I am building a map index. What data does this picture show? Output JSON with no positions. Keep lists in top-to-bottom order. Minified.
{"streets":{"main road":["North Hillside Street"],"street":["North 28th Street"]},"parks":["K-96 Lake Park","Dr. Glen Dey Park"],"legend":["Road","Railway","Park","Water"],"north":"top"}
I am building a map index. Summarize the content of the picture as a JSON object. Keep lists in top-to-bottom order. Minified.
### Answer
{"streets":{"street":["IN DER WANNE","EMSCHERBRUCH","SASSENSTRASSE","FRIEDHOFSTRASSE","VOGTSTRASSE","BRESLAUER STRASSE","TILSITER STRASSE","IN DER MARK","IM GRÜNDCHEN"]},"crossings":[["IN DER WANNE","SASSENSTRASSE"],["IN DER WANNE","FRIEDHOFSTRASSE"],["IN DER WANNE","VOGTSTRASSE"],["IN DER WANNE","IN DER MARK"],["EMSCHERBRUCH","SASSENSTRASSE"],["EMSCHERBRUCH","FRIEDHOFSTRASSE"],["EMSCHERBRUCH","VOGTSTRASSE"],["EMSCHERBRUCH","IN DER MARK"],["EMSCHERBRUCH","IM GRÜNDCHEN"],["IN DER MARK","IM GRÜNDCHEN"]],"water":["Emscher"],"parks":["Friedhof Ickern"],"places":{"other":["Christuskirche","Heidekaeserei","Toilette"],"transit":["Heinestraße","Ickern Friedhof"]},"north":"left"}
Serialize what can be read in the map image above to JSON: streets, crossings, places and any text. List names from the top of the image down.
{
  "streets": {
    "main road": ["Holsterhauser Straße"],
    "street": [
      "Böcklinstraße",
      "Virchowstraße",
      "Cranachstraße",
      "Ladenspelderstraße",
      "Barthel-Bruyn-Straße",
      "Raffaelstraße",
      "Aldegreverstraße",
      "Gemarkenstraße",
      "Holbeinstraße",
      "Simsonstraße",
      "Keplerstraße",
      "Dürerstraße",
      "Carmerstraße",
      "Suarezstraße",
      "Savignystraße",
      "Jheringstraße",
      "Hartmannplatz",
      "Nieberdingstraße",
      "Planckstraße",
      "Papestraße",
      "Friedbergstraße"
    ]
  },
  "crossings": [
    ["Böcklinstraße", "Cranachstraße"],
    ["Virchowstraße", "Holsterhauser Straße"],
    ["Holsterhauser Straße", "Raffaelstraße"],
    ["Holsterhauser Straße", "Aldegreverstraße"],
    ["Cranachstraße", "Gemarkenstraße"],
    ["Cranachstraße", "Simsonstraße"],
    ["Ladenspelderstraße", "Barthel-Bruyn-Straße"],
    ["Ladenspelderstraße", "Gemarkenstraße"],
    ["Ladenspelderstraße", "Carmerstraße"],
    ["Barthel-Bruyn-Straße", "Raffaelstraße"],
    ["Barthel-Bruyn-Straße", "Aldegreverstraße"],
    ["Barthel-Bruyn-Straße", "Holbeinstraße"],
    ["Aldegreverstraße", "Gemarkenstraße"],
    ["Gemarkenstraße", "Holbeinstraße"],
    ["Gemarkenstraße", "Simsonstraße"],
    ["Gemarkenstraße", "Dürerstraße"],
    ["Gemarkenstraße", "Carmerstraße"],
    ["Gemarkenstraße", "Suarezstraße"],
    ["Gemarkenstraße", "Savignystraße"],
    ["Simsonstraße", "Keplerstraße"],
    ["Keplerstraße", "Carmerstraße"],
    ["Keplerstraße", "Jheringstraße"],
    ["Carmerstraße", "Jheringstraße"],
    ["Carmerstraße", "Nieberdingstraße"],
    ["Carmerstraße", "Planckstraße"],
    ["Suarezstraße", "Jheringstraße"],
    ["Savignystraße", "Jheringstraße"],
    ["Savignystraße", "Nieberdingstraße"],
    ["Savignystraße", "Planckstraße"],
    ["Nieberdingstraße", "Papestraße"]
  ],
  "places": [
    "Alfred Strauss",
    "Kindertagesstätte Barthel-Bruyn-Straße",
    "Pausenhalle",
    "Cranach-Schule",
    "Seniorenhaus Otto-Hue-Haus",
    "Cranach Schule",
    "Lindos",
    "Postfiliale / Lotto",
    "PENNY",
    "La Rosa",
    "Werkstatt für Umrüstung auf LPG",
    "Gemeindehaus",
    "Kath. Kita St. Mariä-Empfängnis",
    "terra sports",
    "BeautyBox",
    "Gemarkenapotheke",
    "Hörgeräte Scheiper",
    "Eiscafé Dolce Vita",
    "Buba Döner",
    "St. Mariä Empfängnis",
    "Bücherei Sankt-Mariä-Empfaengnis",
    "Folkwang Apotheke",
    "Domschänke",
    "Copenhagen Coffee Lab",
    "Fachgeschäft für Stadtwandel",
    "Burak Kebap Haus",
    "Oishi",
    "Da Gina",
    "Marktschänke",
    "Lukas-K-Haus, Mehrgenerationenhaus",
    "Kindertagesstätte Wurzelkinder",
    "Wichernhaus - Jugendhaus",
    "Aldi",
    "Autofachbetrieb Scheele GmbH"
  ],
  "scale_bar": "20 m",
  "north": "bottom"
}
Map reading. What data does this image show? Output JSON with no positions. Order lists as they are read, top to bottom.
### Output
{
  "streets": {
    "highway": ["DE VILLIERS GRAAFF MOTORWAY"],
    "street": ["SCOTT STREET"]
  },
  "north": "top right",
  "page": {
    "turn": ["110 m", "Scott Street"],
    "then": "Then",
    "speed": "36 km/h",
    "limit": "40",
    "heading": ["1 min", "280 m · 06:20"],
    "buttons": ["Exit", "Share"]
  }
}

# Task brief:
Retype the records in full. Keep every line identical to the original.

# Response to this exercise:
I am building a map index. What data does this picture show? Output JSON with no positions. Keep lists in top-to-bottom order. Minified.
{"streets":{"main road":["North Hillside Street"],"street":["North 28th Street"]},"parks":["K-96 Lake Park","Dr. Glen Dey Park"],"legend":["Road","Railway","Park","Water"],"north":"top"}
I am building a map index. Summarize the content of the picture as a JSON object. Keep lists in top-to-bottom order. Minified.
### Answer
{"streets":{"street":["IN DER WANNE","EMSCHERBRUCH","SASSENSTRASSE","FRIEDHOFSTRASSE","VOGTSTRASSE","BRESLAUER STRASSE","TILSITER STRASSE","IN DER MARK","IM GRÜNDCHEN"]},"crossings":[["IN DER WANNE","SASSENSTRASSE"],["IN DER WANNE","FRIEDHOFSTRASSE"],["IN DER WANNE","VOGTSTRASSE"],["IN DER WANNE","IN DER MARK"],["EMSCHERBRUCH","SASSENSTRASSE"],["EMSCHERBRUCH","FRIEDHOFSTRASSE"],["EMSCHERBRUCH","VOGTSTRASSE"],["EMSCHERBRUCH","IN DER MARK"],["EMSCHERBRUCH","IM GRÜNDCHEN"],["IN DER MARK","IM GRÜNDCHEN"]],"water":["Emscher"],"parks":["Friedhof Ickern"],"places":{"other":["Christuskirche","Heidekaeserei","Toilette"],"transit":["Heinestraße","Ickern Friedhof"]},"north":"left"}
Serialize what can be read in the map image above to JSON: streets, crossings, places and any text. List names from the top of the image down.
{
  "streets": {
    "main road": ["Holsterhauser Straße"],
    "street": [
      "Böcklinstraße",
      "Virchowstraße",
      "Cranachstraße",
      "Ladenspelderstraße",
      "Barthel-Bruyn-Straße",
      "Raffaelstraße",
      "Aldegreverstraße",
      "Gemarkenstraße",
      "Holbeinstraße",
      "Simsonstraße",
      "Keplerstraße",
      "Dürerstraße",
      "Carmerstraße",
      "Suarezstraße",
      "Savignystraße",
      "Jheringstraße",
      "Hartmannplatz",
      "Nieberdingstraße",
      "Planckstraße",
      "Papestraße",
      "Friedbergstraße"
    ]
  },
  "crossings": [
    ["Böcklinstraße", "Cranachstraße"],
    ["Virchowstraße", "Holsterhauser Straße"],
    ["Holsterhauser Straße", "Raffaelstraße"],
    ["Holsterhauser Straße", "Aldegreverstraße"],
    ["Cranachstraße", "Gemarkenstraße"],
    ["Cranachstraße", "Simsonstraße"],
    ["Ladenspelderstraße", "Barthel-Bruyn-Straße"],
    ["Ladenspelderstraße", "Gemarkenstraße"],
    ["Ladenspelderstraße", "Carmerstraße"],
    ["Barthel-Bruyn-Straße", "Raffaelstraße"],
    ["Barthel-Bruyn-Straße", "Aldegreverstraße"],
    ["Barthel-Bruyn-Straße", "Holbeinstraße"],
    ["Aldegreverstraße", "Gemarkenstraße"],
    ["Gemarkenstraße", "Holbeinstraße"],
    ["Gemarkenstraße", "Simsonstraße"],
    ["Gemarkenstraße", "Dürerstraße"],
    ["Gemarkenstraße", "Carmerstraße"],
    ["Gemarkenstraße", "Suarezstraße"],
    ["Gemarkenstraße", "Savignystraße"],
    ["Simsonstraße", "Keplerstraße"],
    ["Keplerstraße", "Carmerstraße"],
    ["Keplerstraße", "Jheringstraße"],
    ["Carmerstraße", "Jheringstraße"],
    ["Carmerstraße", "Nieberdingstraße"],
    ["Carmerstraße", "Planckstraße"],
    ["Suarezstraße", "Jheringstraße"],
    ["Savignystraße", "Jheringstraße"],
    ["Savignystraße", "Nieberdingstraße"],
    ["Savignystraße", "Planckstraße"],
    ["Nieberdingstraße", "Papestraße"]
  ],
  "places": [
    "Alfred Strauss",
    "Kindertagesstätte Barthel-Bruyn-Straße",
    "Pausenhalle",
    "Cranach-Schule",
    "Seniorenhaus Otto-Hue-Haus",
    "Cranach Schule",
    "Lindos",
    "Postfiliale / Lotto",
    "PENNY",
    "La Rosa",
    "Werkstatt für Umrüstung auf LPG",
    "Gemeindehaus",
    "Kath. Kita St. Mariä-Empfängnis",
    "terra sports",
    "BeautyBox",
    "Gemarkenapotheke",
    "Hörgeräte Scheiper",
    "Eiscafé Dolce Vita",
    "Buba Döner",
    "St. Mariä Empfängnis",
    "Bücherei Sankt-Mariä-Empfaengnis",
    "Folkwang Apotheke",
    "Domschänke",
    "Copenhagen Coffee Lab",
    "Fachgeschäft für Stadtwandel",
    "Burak Kebap Haus",
    "Oishi",
    "Da Gina",
    "Marktschänke",
    "Lukas-K-Haus, Mehrgenerationenhaus",
    "Kindertagesstätte Wurzelkinder",
    "Wichernhaus - Jugendhaus",
    "Aldi",
    "Autofachbetrieb Scheele GmbH"
  ],
  "scale_bar": "20 m",
  "north": "bottom"
}
Map reading. What data does this image show? Output JSON with no positions. Order lists as they are read, top to bottom.
### Output
{
  "streets": {
    "highway": ["DE VILLIERS GRAAFF MOTORWAY"],
    "street": ["SCOTT STREET"]
  },
  "north": "top right",
  "page": {
    "turn": ["110 m", "Scott Street"],
    "then": "Then",
    "speed": "36 km/h",
    "limit": "40",
    "heading": ["1 min", "280 m · 06:20"],
    "buttons": ["Exit", "Share"]
  }
}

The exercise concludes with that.